It was an absolute privilege to have contributed to this year's European Heritage Days events with a little help from my employer T...

European Heritage Days: a walk in the woods courtesy of Thales

It was an absolute privilege to have contributed to this year's European Heritage Days events with a little help from my employer Thales, who authorized visits of the historic arboretum located behind our former Le Haillan facility. 

The guided tours were an opportunity for visitors to familiarize themselves with the history of the arboretum and to view some of the most striking trees that are still present on site (atlas cedars, Douglas firs, Japanese camellia, etc.). Despite the damp weather, particularly during the first of the three tours, the 50+ people who took part were delighted to get the inside view of a little-known site that is usually behind closed doors.

The arboretum was initially created at the end of the 18th century by Toussaint-Yves Catros, previously head of the royal tree nurseries until the French Revolution. It extended over an area of 15 to 20 hectares and endured many ups and downs over its history (clear cuts, wartime bombing and the like).
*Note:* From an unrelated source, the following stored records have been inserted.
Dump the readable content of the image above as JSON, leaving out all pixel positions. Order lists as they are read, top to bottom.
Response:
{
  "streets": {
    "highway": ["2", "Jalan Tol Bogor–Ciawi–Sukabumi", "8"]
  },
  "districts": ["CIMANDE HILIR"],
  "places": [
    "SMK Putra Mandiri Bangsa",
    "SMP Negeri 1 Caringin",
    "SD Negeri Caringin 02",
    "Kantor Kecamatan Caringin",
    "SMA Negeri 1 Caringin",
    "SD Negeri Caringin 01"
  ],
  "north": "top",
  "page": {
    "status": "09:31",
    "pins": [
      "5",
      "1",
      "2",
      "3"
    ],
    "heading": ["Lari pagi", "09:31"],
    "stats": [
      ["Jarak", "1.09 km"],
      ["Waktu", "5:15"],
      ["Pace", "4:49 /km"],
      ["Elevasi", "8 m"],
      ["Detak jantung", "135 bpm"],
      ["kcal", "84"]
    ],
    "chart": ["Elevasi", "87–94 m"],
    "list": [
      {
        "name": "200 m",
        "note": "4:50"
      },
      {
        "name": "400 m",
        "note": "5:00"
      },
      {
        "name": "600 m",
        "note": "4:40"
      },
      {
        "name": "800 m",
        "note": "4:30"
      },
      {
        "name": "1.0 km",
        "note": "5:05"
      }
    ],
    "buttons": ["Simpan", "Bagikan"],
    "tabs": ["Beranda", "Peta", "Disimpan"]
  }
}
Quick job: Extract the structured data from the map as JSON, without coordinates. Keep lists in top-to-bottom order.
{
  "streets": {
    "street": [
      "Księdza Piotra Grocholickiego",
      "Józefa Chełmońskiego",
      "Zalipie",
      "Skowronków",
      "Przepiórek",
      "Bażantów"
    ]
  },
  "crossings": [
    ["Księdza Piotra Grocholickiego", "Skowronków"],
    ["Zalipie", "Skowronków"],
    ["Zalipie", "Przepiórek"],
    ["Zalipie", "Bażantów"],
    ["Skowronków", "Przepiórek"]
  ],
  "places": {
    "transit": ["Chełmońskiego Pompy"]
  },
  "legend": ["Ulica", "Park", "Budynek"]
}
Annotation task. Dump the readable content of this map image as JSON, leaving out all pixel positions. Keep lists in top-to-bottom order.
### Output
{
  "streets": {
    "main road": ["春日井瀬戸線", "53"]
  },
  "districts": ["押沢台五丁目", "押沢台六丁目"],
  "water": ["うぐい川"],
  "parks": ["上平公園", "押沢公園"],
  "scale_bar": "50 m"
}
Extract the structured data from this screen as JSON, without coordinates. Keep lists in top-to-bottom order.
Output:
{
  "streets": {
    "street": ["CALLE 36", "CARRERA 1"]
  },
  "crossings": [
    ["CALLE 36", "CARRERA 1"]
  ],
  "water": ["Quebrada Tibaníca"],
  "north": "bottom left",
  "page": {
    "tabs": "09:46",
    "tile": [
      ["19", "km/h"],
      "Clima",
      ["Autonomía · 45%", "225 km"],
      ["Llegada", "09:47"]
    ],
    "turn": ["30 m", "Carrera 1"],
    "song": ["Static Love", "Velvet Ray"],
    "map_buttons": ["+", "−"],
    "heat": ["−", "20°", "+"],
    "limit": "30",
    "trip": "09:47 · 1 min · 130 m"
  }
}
What started out as a veritable “garden of Eden” according to contemporary observers – given the number of rare and exotic species planted by Catros as a result of his ties with overseas botanists and societies – is now a more unruly forest where only the most robust species have survived and multiplied. 

This Heritage Days event was a first for Thales in Bordeaux, but will in all likelihood be the only time this happens as we will be vacating the Le Haillan facility in the coming weeks after 46 years spent there. The time was therefore right to organize this Heritage Days event, which was even ranked by local newspaper Sud Ouest as one of the top ten unusual outings to enjoy!

Thanks to everyone who came to visit the arboretum, and a big shout out to Pascal Guesnet, who conducted the tours with me, and to Thales Bordeaux Campus site director Pierre-Emmanuel Raux for fully supporting the project!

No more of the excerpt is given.